◆ **Required work**:
In the material below, find each line holding the string "accent" and copy it.

◆ **Source records**:

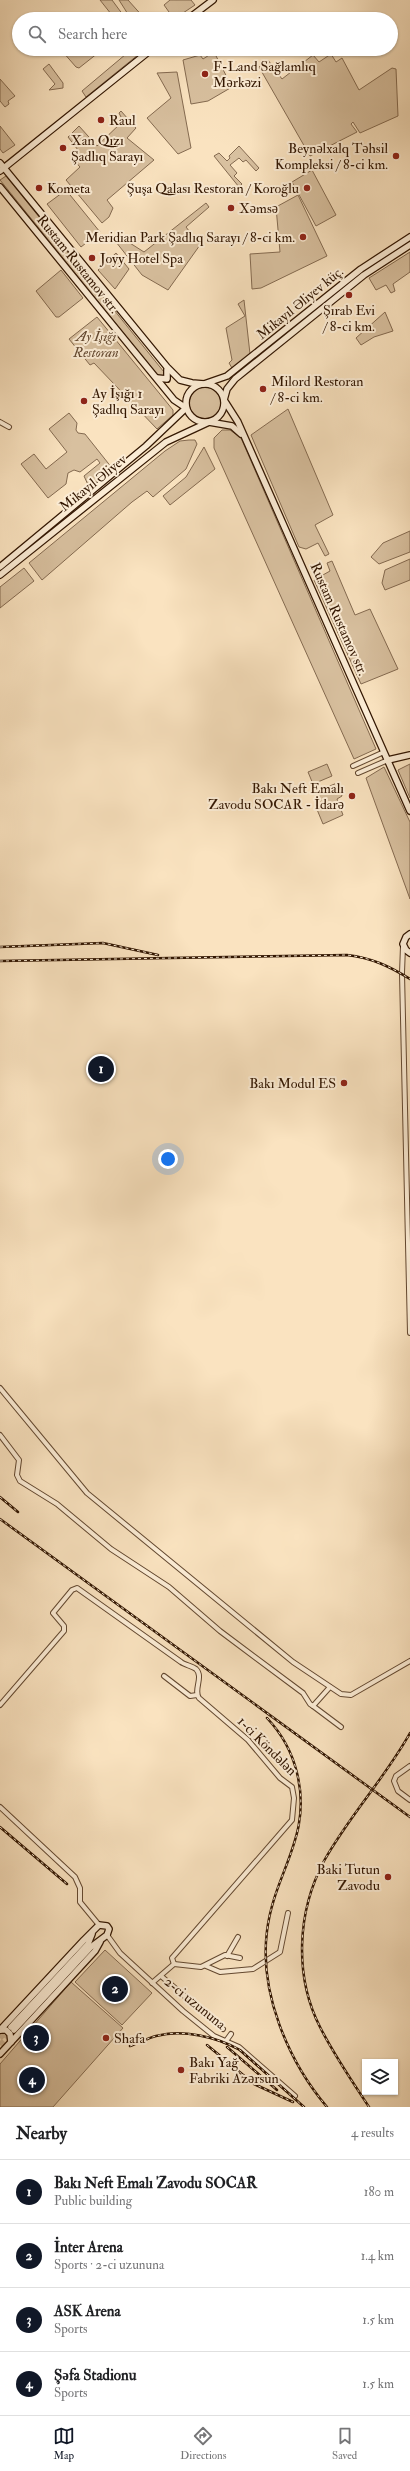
<!DOCTYPE html>
<html lang="en">
<head>
<meta charset="utf-8">
<style>
	:root { --surface:#fff; --page:#f6f6f6; --text:#202124; --muted:#757577; --line:#e0e0e0; --accent:#111827 }
	body { margin:0; font-family:"IM FELL Double Pica",serif; background:var(--page); color:var(--text) }
	.controls { position:absolute; right:12px; bottom:12px; display:grid; overflow:hidden; border-radius:0px; box-shadow:0 1px 3px #0004 }
	.controls button { width:36px; height:36px; display:grid; place-items:center; padding:0; border:0; border-bottom:1px solid var(--line); background:var(--surface); color:var(--text); font:20px sans-serif }
	.you { position:absolute; left:168px; top:1159px; width:14px; height:14px; margin:-10px; border:3px solid #fff; border-radius:50%; background:#1a73e8; box-shadow:0 0 0 6px #1a73e833 }
	.badge { display:grid; place-items:center; width:26px; height:26px; border-radius:50%; background:var(--accent); color:#fff; font-size:13px; font-weight:700 }
	.pin { position:absolute; translate:-50% -50%; border:2px solid #fff; box-shadow:0 1px 4px #0006 }
	.list { margin:0; padding:0; list-style:none }
	h2 { display:flex; justify-content:space-between; align-items:center; height:52px; margin:0; padding:0 16px; font-size:17px }
	h2 small { font-size:13px; font-weight:400; color:var(--muted) }
	.list li { display:grid; grid-template-columns:26px 1fr auto; gap:12px; align-items:center; box-sizing:border-box; height:64px; padding:0 16px; border-top:1px solid var(--line) }
	.list b { display:block; font-size:15px; white-space:nowrap }
	.list p { margin:0; font-size:13px; white-space:nowrap; color:var(--muted) }
	.list em { font-size:13px; font-style:normal; color:var(--muted) }
	.icon { flex:none; width:22px; height:22px; fill:none; stroke:currentColor; stroke-width:2; stroke-linecap:round; stroke-linejoin:round }
	.map { position:relative; flex:none; width:410px; height:2107px; overflow:hidden }
	.search { position:absolute; background:var(--surface); box-shadow:0 1px 3px #0004; left:12px; right:12px; top:12px; height:44px; display:flex; align-items:center; gap:10px; box-sizing:border-box; padding:0 14px; border-radius:22px; color:var(--muted); font-size:15px }
	.sheet { height:308px; background:var(--surface) }
	nav { display:flex; justify-content:space-around; align-items:center; box-sizing:border-box; height:56px; border-top:1px solid var(--line); background:var(--surface); font-size:11px; color:var(--muted) }
	nav a { display:grid; justify-items:center; gap:2px }
	nav .on { color:var(--accent) }
	.map>svg:first-child { display:block }
	.green { fill:#d8c09f; stroke:#846a50 }
	.lines { fill:none; stroke-linecap:round; stroke-linejoin:round }
	.secondary-tunnel { stroke:#d2ba9a; stroke-width:5.5; stroke-dasharray:5.5 3; stroke-linecap:butt }
	.street-casing { stroke:#634830; stroke-width:6 }
	.secondary-casing { stroke:#311500; stroke-width:8 }
	.street { stroke:#fcedd6; stroke-width:4 }
	.secondary { stroke:#fcedd6; stroke-width:5.5 }
	.rail-casing { stroke:#311500; stroke-width:2.5 }
	.rail { stroke:#fcedd6; stroke-width:1; stroke-dasharray:3; stroke-linecap:butt }
	.poi-dot { fill:#8f2418; stroke:#fcedd6; stroke-width:1.5 }
	.labels { text-anchor:middle; dominant-baseline:central; stroke-width:4; stroke-linejoin:round; paint-order:stroke }
	.poi-label { font-size:14px; fill:#311500; stroke:#fcedd6; text-anchor:start }
	.street-label { font-size:14px; fill:#311500; stroke:#fcedd6 }
	.park-label { font-size:14px; font-style:italic; fill:#634830; stroke:#fcedd6 }
</style>
</head>
<body>
<div class="map">
<svg width="410" height="2107" viewBox="0 0 410 2107">
	<rect width="100%" height="100%" fill="#fae3c0"/>
	<filter id="stains"><feTurbulence type="fractalNoise" baseFrequency=".005" numOctaves="4"/><feColorMatrix values="0 0 0 0 .2 0 0 0 0 .09 0 0 0 0 .02 0 0 0 .5 -.17"/></filter>
	<radialGradient id="worn" r=".72"><stop offset=".6" stop-color="#630" stop-opacity="0"/><stop offset="1" stop-color="#630" stop-opacity=".3"/></radialGradient>
	<g class="green">
		<polygon points="100,0 112,0 126,19 115,19"/>
		<polygon points="119,0 128,0 145,19 131,19"/>
		<polygon points="170,0 191,0 195,5 174,19 164,5"/>
		<polygon points="66,49 103,49 79,68 76,67 62,51"/>
		<polygon points="132,49 144,50 86,97 82,91"/>
		<polygon points="214,52 232,87 208,101 191,104 183,60 200,55 203,59"/>
		<polygon points="331,54 336,62 342,58 359,90 392,68 396,69 398,116 360,133 353,122 351,124 357,132 310,156 259,67 268,60 282,79 313,55 319,62"/>
		<polygon points="49,64 63,83 63,88 49,90 55,84 43,69"/>
		<polygon points="177,72 191,148 178,154 147,118 171,98 157,73"/>
		<polygon points="0,79 15,96 8,101 9,104 5,107 0,101"/>
		<polygon points="121,111 136,128 127,138 154,160 107,200 113,208 109,217 102,223 66,180 80,167 71,157 78,150 68,137 79,126 97,146 123,121 119,113"/>
		<polygon points="0,126 15,145 3,153 0,149"/>
		<polygon points="239,146 259,168 256,171 246,160 243,162 239,158 230,165 237,173 234,176 242,184 239,187 214,156 219,153 227,161 230,158 229,156"/>
		<polygon points="312,170 336,215 316,226 292,182"/>
		<polygon points="6,176 164,372 164,377 159,377 0,180"/>
		<polygon points="66,190 100,232 81,247 47,204"/>
		<polygon points="298,195 327,256 261,288 252,289 250,254 280,252 276,207"/>
		<polygon points="206,203 209,207 186,227 200,245 168,290 142,275 116,242 122,238 144,252"/>
		<polygon points="410,252 410,272 393,284 395,291 391,293 386,285 376,290 369,278"/>
		<polygon points="116,253 129,269 115,289 98,270"/>
		<polygon points="61,270 83,298 59,317 56,317 36,291"/>
		<polygon points="244,300 250,354 232,368 229,363 232,360 226,328 245,316 238,304"/>
		<polygon points="385,312 393,331 374,337 361,345 356,338"/>
		<polygon points="97,317 173,410 173,415 157,429 94,363 90,365 69,339"/>
		<circle cx="205" cy="403" r="16"/>
		<polygon points="288,409 333,515 315,525 329,554 325,556 318,543 306,549 299,547 251,435"/>
		<polygon points="69,413 77,423 76,430 78,433 85,434 112,468 89,487 84,476 100,463 97,459 80,472 74,470 68,473 66,484 48,498 21,464 34,454 46,469 67,452 49,429"/>
		<polygon points="222,430 230,430 241,438 376,749 354,759 214,448 214,438"/>
		<polygon points="189,440 195,440 197,444 186,469 153,497 147,491 132,502 42,580 29,563 165,451 180,441"/>
		<polygon points="204,447 215,469 170,505 163,496 186,477"/>
		<polygon points="410,531 410,552 379,564 371,557 383,543"/>
		<polygon points="410,559 410,580 385,590 382,583 385,570"/>
		<polygon points="332,561 355,615 370,609 398,669 361,684 314,580 330,571 327,563"/>
		<polygon points="24,568 34,581 0,608 0,587"/>
		<polygon points="327,764 332,776 313,784 308,772"/>
		<polygon points="410,764 410,798 398,770"/>
		<polygon points="384,767 410,822 410,899 366,778"/>
		<polygon points="337,783 342,796 337,799 343,815 323,824 316,807 320,805 315,792"/>
		<polygon points="105,1950 152,1993 122,2025 75,1982"/>
		<polygon points="71,1982 123,2028 53,2107 0,2107 0,2064"/>
	</g>
	<g class="lines">
		<g class="secondary-tunnel">
			<polyline points="0,2038 9,2029"/>
			<polyline points="0,2045 12,2032"/>
		</g>
		<g class="street-casing">
			<g id="street">
				<polyline points="0,422 9,427"/>
				<polyline points="353,766 384,752"/>
				<polyline points="358,773 388,760"/>
				<polyline points="403,946 402,973 410,1333"/>
				<polyline points="0,1388 87,1493 293,1662 341,1694 351,1695 410,1661"/>
				<polyline points="0,1435 19,1460 17,1475 20,1481 57,1504 111,1549 169,1587 220,1631 303,1693 310,1704 313,1706 330,1687"/>
				<polyline points="164,1676 190,1696 197,1695"/>
				<path d="M0 1705 64 1631V1626L53 1613 72 1590 77 1588 181 1662C185 1665 192 1666 196 1669 204 1677 193 1690 199 1698L248 1740 280 1778 292 1787 294 1798 292 1820 172 1958 174 1964"/>
				<polyline points="313,1706 341,1727"/>
				<polyline points="410,1766 396,1776 394,1781 398,1791 410,1800"/>
				<polyline points="0,1807 75,1877 80,1888 80,1902 99,1925"/>
				<polyline points="107,1935 120,1953 183,2011 214,2036 239,2047 295,2096"/>
				<polyline points="227,1956 238,1937"/>
				<polyline points="174,1964 201,1967 225,1955 240,1958"/>
				<polyline points="206,1966 220,1972 253,1969 280,1952 288,1913"/>
				<polyline points="161,1976 223,2029"/>
				<polyline points="152,1983 174,1964"/>
				<polyline points="226,2041 231,2034"/>
			</g>
		</g>
		<g class="secondary-casing">
			<g id="secondary">
				<polyline points="188,19 213,0"/>
				<polyline points="0,163 167,367 180,380 192,383 204,384 227,376 361,269 410,237"/>
				<polyline points="0,171 152,49"/>
				<polyline points="0,187 174,400 186,408 146,446 0,567"/>
				<polyline points="410,245 364,275 235,379 227,389 224,400 238,422 410,811"/>
				<polyline points="157,378 167,379 167,370"/>
				<circle cx="205" cy="403" r="19"/>
				<polyline points="0,575 166,442 209,422 232,426 241,434"/>
				<polyline points="388,760 410,755"/>
				<polyline points="410,934 406,937 403,944 406,950 410,953"/>
				<polyline points="11,2027 88,1944 92,1934"/>
				<polyline points="0,2030 84,1940 99,1925 107,1926 109,1929 107,1935 91,1947 14,2030"/>
				<polyline points="0,2030 6,2030 10,2034 11,2042"/>
				<polyline points="0,2054 95,1951 100,1942"/>
			</g>
		</g>
		<use href="#street" class="street"/>
		<use href="#secondary" class="secondary"/>
		<g class="rail-casing">
			<g id="rail">
				<polyline points="0,947 103,943 158,955"/>
				<path d="M0 961 347 955C372 958 389 966 410 979"/>
				<polyline points="0,1497 18,1512"/>
				<polyline points="0,1519 410,1817"/>
				<path d="M267 1718C282 1734 292 1752 297 1773 313 1837 274 1872 267 1931 259 1992 288 2061 327 2107"/>
				<polyline points="0,1827 67,1884"/>
				<polyline points="207,2045 254,2084 293,2102"/>
				<path d="M130 2046C139 2043 148 2038 156 2036 183 2029 217 2037 240 2050L304 2107"/>
				<polyline points="227,2047 277,2090"/>
				<path d="M369 2107C352 2081 334 2055 320 2027 294 1976 297 1912 324 1861 349 1816 385 1778 410 1733"/>
			</g>
		</g>
		<use href="#rail" class="rail"/>
	</g>
	<g class="poi-dot">
		<circle cx="205" cy="74" r="4"/>
		<circle cx="101" cy="120" r="4"/>
		<circle cx="63" cy="148" r="4"/>
		<circle cx="396" cy="156" r="4"/>
		<circle cx="39" cy="188" r="4"/>
		<circle cx="307" cy="188" r="4"/>
		<circle cx="231" cy="208" r="4"/>
		<circle cx="303" cy="237" r="4"/>
		<circle cx="92" cy="258" r="4"/>
		<circle cx="349" cy="295" r="4"/>
		<circle cx="263" cy="389" r="4"/>
		<circle cx="84" cy="401" r="4"/>
		<circle cx="352" cy="796" r="4"/>
		<circle cx="344" cy="1083" r="4"/>
		<circle cx="388" cy="1877" r="4"/>
		<circle cx="106" cy="2038" r="4"/>
		<circle cx="181" cy="2070" r="4"/>
	</g>
	<g class="labels">
		<g class="poi-label">
			<text x="213" y="66">F-Land Sağlamlıq<tspan x="213" dy="16">Mərkəzi</tspan></text>
			<text x="109" y="120">Raul</text>
			<text x="71" y="140">Xan Qızı<tspan x="71" dy="16">Şadlıq Sarayı</tspan></text>
			<text x="388" y="148" text-anchor="end">Beynəlxalq Təhsil<tspan x="388" dy="16">Kompleksi / 8-ci km.</tspan></text>
			<text x="47" y="188">Kometa</text>
			<text x="299" y="188" text-anchor="end">Şuşa Qalası Restoran / Koroğlu</text>
			<text x="239" y="208">Xəmsə</text>
			<text x="295" y="237" text-anchor="end">Meridian Park Şadlıq Sarayı / 8-ci km.</text>
			<text x="100" y="258">Joyy Hotel Spa</text>
			<text x="349" y="310" text-anchor="middle">Şırab Evi<tspan x="349" dy="16">/ 8-ci km.</tspan></text>
			<text x="271" y="381">Milord Restoran<tspan x="271" dy="16">/ 8-ci km.</tspan></text>
			<text x="92" y="393">Ay İşığı 1<tspan x="92" dy="16">Şadlıq Sarayı</tspan></text>
			<text x="344" y="788" text-anchor="end">Bakı Neft Emalı<tspan x="344" dy="16">Zavodu SOCAR - İdarə</tspan></text>
			<text x="336" y="1083" text-anchor="end">Bakı Modul ES</text>
			<text x="380" y="1869" text-anchor="end">Baki Tutun<tspan x="380" dy="16">Zavodu</tspan></text>
			<text x="114" y="2038">Shafa</text>
			<text x="189" y="2062">Bakı Yağ<tspan x="189" dy="16">Fabriki Azərsun</tspan></text>
		</g>
		<g class="street-label">
			<text transform="translate(78 264) rotate(51)">Rustam Rustamov str.</text>
			<text transform="translate(300 303) rotate(-39)">Mikayıl Əliyev küç.</text>
			<text transform="translate(93 483) rotate(-39)">Mikayıl Əliyev</text>
			<text transform="translate(339 619) rotate(66)">Rustam Rustamov str.</text>
			<text transform="translate(267 1746) rotate(45)">1-ci Köndələn</text>
			<text transform="translate(195 2003) rotate(39)">2-ci uzununa</text>
		</g>
		<g class="park-label">
			<text x="96" y="336">Ay İşığı<tspan x="96" dy="16">Restoran</tspan></text>
		</g>
	</g>
	<rect width="100%" height="100%" filter="url(#stains)"/>
	<rect width="100%" height="100%" fill="url(#worn)"/>
</svg>
<div class="controls">
<button><svg class="icon" aria-label="layers" viewBox="0 0 24 24"><path d="M12 4l9 5-9 5-9-5zM3 14l9 5 9-5"/></svg></button>
</div>
<div class="you"></div>
<div class="pin badge" style="left:101px;top:1069px">1</div>
<div class="pin badge" style="left:115px;top:1989px">2</div>
<div class="pin badge" style="left:36px;top:2038px">3</div>
<div class="pin badge" style="left:32px;top:2080px">4</div>
<div class="search"><svg class="icon" aria-label="search" viewBox="0 0 24 24"><circle cx="10" cy="10" r="6"/><path d="M15 15l6 6"/></svg>Search here</div>
</div>
<section class="sheet">
<h2>Nearby<small>4 results</small></h2>
<ul class="list">
<li><span class="badge">1</span><div><b>Bakı Neft Emalı Zavodu SOCAR</b><p>Public building</p></div><em>180 m</em></li>
<li><span class="badge">2</span><div><b>İnter Arena</b><p>Sports · 2-ci uzununa</p></div><em>1.4 km</em></li>
<li><span class="badge">3</span><div><b>ASK Arena</b><p>Sports</p></div><em>1.5 km</em></li>
<li><span class="badge">4</span><div><b>Şəfa Stadionu</b><p>Sports</p></div><em>1.5 km</em></li>
</ul>
</section>
<nav>
<a class="on"><svg class="icon" aria-label="map" viewBox="0 0 24 24"><path d="M3 6l6-2 6 2 6-2v14l-6 2-6-2-6 2zM9 4v14M15 6v14"/></svg>Map</a>
<a><svg class="icon" aria-label="directions" viewBox="0 0 24 24"><path d="M12 3l9 9-9 9-9-9zM9 14v-3h6M13 9l2 2-2 2"/></svg>Directions</a>
<a><svg class="icon" aria-label="saved" viewBox="0 0 24 24"><path d="M7 4h10v16l-5-4-5 4z"/></svg>Saved</a>
</nav>
</body>
</html>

◆ **Task answer**:
	:root { --surface:#fff; --page:#f6f6f6; --text:#202124; --muted:#757577; --line:#e0e0e0; --accent:#111827 }
	.badge { display:grid; place-items:center; width:26px; height:26px; border-radius:50%; background:var(--accent); color:#fff; font-size:13px; font-weight:700 }
	nav .on { color:var(--accent) }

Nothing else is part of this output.